***** DATA RECORDS *****

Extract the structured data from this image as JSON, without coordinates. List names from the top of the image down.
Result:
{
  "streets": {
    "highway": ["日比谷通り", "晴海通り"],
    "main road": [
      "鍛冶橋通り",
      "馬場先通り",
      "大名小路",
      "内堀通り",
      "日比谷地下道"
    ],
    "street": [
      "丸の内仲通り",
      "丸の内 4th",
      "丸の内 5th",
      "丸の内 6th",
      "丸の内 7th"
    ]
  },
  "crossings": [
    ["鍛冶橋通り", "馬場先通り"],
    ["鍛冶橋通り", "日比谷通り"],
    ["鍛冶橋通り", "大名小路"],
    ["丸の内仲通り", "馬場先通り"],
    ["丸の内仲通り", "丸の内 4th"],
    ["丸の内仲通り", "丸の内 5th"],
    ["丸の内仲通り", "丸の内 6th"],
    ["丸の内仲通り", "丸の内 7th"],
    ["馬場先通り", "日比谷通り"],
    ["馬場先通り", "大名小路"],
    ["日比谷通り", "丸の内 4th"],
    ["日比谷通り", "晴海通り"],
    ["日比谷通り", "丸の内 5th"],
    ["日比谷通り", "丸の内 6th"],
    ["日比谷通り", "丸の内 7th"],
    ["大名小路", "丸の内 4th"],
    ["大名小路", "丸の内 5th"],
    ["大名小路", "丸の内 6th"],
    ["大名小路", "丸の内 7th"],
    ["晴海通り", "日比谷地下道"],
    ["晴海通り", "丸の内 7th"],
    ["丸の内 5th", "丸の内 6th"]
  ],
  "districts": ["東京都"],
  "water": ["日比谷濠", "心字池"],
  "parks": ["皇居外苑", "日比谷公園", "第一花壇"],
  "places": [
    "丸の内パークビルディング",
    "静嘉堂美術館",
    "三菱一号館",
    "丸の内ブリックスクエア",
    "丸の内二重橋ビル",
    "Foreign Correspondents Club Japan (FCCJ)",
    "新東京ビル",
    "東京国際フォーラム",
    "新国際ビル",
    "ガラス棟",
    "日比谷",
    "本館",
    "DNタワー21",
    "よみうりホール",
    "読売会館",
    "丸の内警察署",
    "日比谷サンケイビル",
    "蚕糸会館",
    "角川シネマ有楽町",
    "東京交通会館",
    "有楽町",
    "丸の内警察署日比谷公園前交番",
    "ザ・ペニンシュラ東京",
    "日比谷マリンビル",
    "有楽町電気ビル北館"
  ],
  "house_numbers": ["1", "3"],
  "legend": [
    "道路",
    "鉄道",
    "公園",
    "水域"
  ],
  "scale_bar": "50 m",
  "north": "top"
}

*****

## EXERCISE
Figure out how many lines above hold "馬場先通り", then give that number alone.

## WRITTEN SOLUTION
5